* EXERCISE GOAL
From the first line to the last, return the data exactly as written.

(Saved entries)
※ ※ ※
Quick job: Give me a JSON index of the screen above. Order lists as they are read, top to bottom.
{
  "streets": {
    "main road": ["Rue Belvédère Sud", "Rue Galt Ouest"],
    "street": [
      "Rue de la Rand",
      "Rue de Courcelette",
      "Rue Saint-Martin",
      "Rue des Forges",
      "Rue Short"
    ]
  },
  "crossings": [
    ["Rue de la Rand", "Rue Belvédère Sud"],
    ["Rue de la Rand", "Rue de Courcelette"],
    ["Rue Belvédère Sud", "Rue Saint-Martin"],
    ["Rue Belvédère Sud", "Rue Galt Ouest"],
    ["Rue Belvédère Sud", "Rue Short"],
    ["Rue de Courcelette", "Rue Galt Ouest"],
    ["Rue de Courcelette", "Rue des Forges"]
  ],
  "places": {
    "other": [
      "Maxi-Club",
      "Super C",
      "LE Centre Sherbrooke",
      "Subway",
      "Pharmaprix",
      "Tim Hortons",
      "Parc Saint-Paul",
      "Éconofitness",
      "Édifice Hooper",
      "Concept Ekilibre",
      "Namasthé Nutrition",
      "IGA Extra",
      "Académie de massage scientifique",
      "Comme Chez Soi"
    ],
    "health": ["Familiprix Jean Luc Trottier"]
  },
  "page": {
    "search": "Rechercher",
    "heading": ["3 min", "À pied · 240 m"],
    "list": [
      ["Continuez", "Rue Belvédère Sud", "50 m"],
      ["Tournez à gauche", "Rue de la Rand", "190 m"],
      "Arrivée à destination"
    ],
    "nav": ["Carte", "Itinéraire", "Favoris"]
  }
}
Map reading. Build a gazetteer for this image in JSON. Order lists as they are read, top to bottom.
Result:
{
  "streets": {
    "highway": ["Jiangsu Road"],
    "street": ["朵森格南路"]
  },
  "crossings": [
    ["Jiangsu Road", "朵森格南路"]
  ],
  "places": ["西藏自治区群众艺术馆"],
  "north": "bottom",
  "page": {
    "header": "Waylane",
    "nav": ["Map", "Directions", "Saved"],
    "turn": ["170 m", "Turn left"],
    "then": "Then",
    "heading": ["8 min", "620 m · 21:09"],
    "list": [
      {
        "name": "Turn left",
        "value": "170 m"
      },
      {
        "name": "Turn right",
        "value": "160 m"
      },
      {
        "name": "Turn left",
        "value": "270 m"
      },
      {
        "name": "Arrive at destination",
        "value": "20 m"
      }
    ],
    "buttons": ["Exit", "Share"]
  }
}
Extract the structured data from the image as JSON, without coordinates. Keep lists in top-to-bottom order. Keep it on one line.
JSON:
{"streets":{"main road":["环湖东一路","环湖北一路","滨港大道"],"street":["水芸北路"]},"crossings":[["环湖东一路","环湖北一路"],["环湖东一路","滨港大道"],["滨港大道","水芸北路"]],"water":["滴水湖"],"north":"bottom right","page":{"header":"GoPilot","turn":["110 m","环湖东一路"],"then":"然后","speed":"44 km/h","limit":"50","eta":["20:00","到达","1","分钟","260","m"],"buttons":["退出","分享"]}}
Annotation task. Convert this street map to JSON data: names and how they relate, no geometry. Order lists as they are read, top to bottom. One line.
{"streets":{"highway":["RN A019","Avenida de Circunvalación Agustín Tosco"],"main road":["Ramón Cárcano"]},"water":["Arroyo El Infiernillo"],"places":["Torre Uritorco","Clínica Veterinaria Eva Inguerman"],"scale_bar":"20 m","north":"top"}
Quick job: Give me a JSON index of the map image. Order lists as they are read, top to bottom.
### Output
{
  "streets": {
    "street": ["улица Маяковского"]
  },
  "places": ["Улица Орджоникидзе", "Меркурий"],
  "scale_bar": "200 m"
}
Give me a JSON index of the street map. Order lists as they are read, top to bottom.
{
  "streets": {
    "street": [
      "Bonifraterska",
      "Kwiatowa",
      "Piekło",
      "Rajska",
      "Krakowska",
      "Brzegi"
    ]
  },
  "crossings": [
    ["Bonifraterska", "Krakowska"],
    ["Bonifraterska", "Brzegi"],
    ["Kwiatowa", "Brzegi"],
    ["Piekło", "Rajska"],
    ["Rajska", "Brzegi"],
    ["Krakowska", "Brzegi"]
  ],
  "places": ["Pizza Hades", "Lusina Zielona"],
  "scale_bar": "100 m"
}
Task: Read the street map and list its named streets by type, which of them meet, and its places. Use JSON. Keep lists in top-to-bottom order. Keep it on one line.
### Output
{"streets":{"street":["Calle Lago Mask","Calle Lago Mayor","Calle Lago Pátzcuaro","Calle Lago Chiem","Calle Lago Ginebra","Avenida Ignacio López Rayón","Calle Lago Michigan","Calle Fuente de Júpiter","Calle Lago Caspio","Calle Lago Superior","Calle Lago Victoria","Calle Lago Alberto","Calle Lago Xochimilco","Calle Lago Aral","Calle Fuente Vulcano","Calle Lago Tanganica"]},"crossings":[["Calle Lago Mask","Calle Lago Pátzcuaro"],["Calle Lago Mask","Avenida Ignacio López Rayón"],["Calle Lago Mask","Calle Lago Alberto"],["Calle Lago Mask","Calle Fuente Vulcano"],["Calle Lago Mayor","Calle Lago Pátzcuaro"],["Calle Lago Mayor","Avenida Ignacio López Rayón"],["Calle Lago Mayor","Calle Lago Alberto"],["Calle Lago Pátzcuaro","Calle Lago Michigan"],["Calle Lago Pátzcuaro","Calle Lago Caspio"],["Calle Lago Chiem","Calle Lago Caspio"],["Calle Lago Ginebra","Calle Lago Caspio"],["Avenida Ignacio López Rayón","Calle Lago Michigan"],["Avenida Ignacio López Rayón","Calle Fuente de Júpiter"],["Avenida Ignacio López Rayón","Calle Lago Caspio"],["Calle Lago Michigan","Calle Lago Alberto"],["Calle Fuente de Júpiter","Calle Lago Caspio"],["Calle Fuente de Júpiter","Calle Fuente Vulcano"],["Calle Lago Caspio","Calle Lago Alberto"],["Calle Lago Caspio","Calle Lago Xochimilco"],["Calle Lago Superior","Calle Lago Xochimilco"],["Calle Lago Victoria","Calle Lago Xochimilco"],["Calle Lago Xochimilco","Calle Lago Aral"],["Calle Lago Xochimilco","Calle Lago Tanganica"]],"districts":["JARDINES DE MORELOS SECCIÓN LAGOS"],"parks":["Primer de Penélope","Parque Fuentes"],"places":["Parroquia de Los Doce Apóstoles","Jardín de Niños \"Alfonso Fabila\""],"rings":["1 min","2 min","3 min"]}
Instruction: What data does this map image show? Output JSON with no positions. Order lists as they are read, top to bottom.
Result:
※ ※ ※
* SOLVED PROBLEM
Quick job: Give me a JSON index of the screen above. Order lists as they are read, top to bottom.
{
  "streets": {
    "main road": ["Rue Belvédère Sud", "Rue Galt Ouest"],
    "street": [
      "Rue de la Rand",
      "Rue de Courcelette",
      "Rue Saint-Martin",
      "Rue des Forges",
      "Rue Short"
    ]
  },
  "crossings": [
    ["Rue de la Rand", "Rue Belvédère Sud"],
    ["Rue de la Rand", "Rue de Courcelette"],
    ["Rue Belvédère Sud", "Rue Saint-Martin"],
    ["Rue Belvédère Sud", "Rue Galt Ouest"],
    ["Rue Belvédère Sud", "Rue Short"],
    ["Rue de Courcelette", "Rue Galt Ouest"],
    ["Rue de Courcelette", "Rue des Forges"]
  ],
  "places": {
    "other": [
      "Maxi-Club",
      "Super C",
      "LE Centre Sherbrooke",
      "Subway",
      "Pharmaprix",
      "Tim Hortons",
      "Parc Saint-Paul",
      "Éconofitness",
      "Édifice Hooper",
      "Concept Ekilibre",
      "Namasthé Nutrition",
      "IGA Extra",
      "Académie de massage scientifique",
      "Comme Chez Soi"
    ],
    "health": ["Familiprix Jean Luc Trottier"]
  },
  "page": {
    "search": "Rechercher",
    "heading": ["3 min", "À pied · 240 m"],
    "list": [
      ["Continuez", "Rue Belvédère Sud", "50 m"],
      ["Tournez à gauche", "Rue de la Rand", "190 m"],
      "Arrivée à destination"
    ],
    "nav": ["Carte", "Itinéraire", "Favoris"]
  }
}
Map reading. Build a gazetteer for this image in JSON. Order lists as they are read, top to bottom.
Result:
{
  "streets": {
    "highway": ["Jiangsu Road"],
    "street": ["朵森格南路"]
  },
  "crossings": [
    ["Jiangsu Road", "朵森格南路"]
  ],
  "places": ["西藏自治区群众艺术馆"],
  "north": "bottom",
  "page": {
    "header": "Waylane",
    "nav": ["Map", "Directions", "Saved"],
    "turn": ["170 m", "Turn left"],
    "then": "Then",
    "heading": ["8 min", "620 m · 21:09"],
    "list": [
      {
        "name": "Turn left",
        "value": "170 m"
      },
      {
        "name": "Turn right",
        "value": "160 m"
      },
      {
        "name": "Turn left",
        "value": "270 m"
      },
      {
        "name": "Arrive at destination",
        "value": "20 m"
      }
    ],
    "buttons": ["Exit", "Share"]
  }
}
Extract the structured data from the image as JSON, without coordinates. Keep lists in top-to-bottom order. Keep it on one line.
JSON:
{"streets":{"main road":["环湖东一路","环湖北一路","滨港大道"],"street":["水芸北路"]},"crossings":[["环湖东一路","环湖北一路"],["环湖东一路","滨港大道"],["滨港大道","水芸北路"]],"water":["滴水湖"],"north":"bottom right","page":{"header":"GoPilot","turn":["110 m","环湖东一路"],"then":"然后","speed":"44 km/h","limit":"50","eta":["20:00","到达","1","分钟","260","m"],"buttons":["退出","分享"]}}
Annotation task. Convert this street map to JSON data: names and how they relate, no geometry. Order lists as they are read, top to bottom. One line.
{"streets":{"highway":["RN A019","Avenida de Circunvalación Agustín Tosco"],"main road":["Ramón Cárcano"]},"water":["Arroyo El Infiernillo"],"places":["Torre Uritorco","Clínica Veterinaria Eva Inguerman"],"scale_bar":"20 m","north":"top"}
Quick job: Give me a JSON index of the map image. Order lists as they are read, top to bottom.
### Output
{
  "streets": {
    "street": ["улица Маяковского"]
  },
  "places": ["Улица Орджоникидзе", "Меркурий"],
  "scale_bar": "200 m"
}
Give me a JSON index of the street map. Order lists as they are read, top to bottom.
{
  "streets": {
    "street": [
      "Bonifraterska",
      "Kwiatowa",
      "Piekło",
      "Rajska",
      "Krakowska",
      "Brzegi"
    ]
  },
  "crossings": [
    ["Bonifraterska", "Krakowska"],
    ["Bonifraterska", "Brzegi"],
    ["Kwiatowa", "Brzegi"],
    ["Piekło", "Rajska"],
    ["Rajska", "Brzegi"],
    ["Krakowska", "Brzegi"]
  ],
  "places": ["Pizza Hades", "Lusina Zielona"],
  "scale_bar": "100 m"
}
Task: Read the street map and list its named streets by type, which of them meet, and its places. Use JSON. Keep lists in top-to-bottom order. Keep it on one line.
### Output
{"streets":{"street":["Calle Lago Mask","Calle Lago Mayor","Calle Lago Pátzcuaro","Calle Lago Chiem","Calle Lago Ginebra","Avenida Ignacio López Rayón","Calle Lago Michigan","Calle Fuente de Júpiter","Calle Lago Caspio","Calle Lago Superior","Calle Lago Victoria","Calle Lago Alberto","Calle Lago Xochimilco","Calle Lago Aral","Calle Fuente Vulcano","Calle Lago Tanganica"]},"crossings":[["Calle Lago Mask","Calle Lago Pátzcuaro"],["Calle Lago Mask","Avenida Ignacio López Rayón"],["Calle Lago Mask","Calle Lago Alberto"],["Calle Lago Mask","Calle Fuente Vulcano"],["Calle Lago Mayor","Calle Lago Pátzcuaro"],["Calle Lago Mayor","Avenida Ignacio López Rayón"],["Calle Lago Mayor","Calle Lago Alberto"],["Calle Lago Pátzcuaro","Calle Lago Michigan"],["Calle Lago Pátzcuaro","Calle Lago Caspio"],["Calle Lago Chiem","Calle Lago Caspio"],["Calle Lago Ginebra","Calle Lago Caspio"],["Avenida Ignacio López Rayón","Calle Lago Michigan"],["Avenida Ignacio López Rayón","Calle Fuente de Júpiter"],["Avenida Ignacio López Rayón","Calle Lago Caspio"],["Calle Lago Michigan","Calle Lago Alberto"],["Calle Fuente de Júpiter","Calle Lago Caspio"],["Calle Fuente de Júpiter","Calle Fuente Vulcano"],["Calle Lago Caspio","Calle Lago Alberto"],["Calle Lago Caspio","Calle Lago Xochimilco"],["Calle Lago Superior","Calle Lago Xochimilco"],["Calle Lago Victoria","Calle Lago Xochimilco"],["Calle Lago Xochimilco","Calle Lago Aral"],["Calle Lago Xochimilco","Calle Lago Tanganica"]],"districts":["JARDINES DE MORELOS SECCIÓN LAGOS"],"parks":["Primer de Penélope","Parque Fuentes"],"places":["Parroquia de Los Doce Apóstoles","Jardín de Niños \"Alfonso Fabila\""],"rings":["1 min","2 min","3 min"]}
Instruction: What data does this map image show? Output JSON with no positions. Order lists as they are read, top to bottom.
Result:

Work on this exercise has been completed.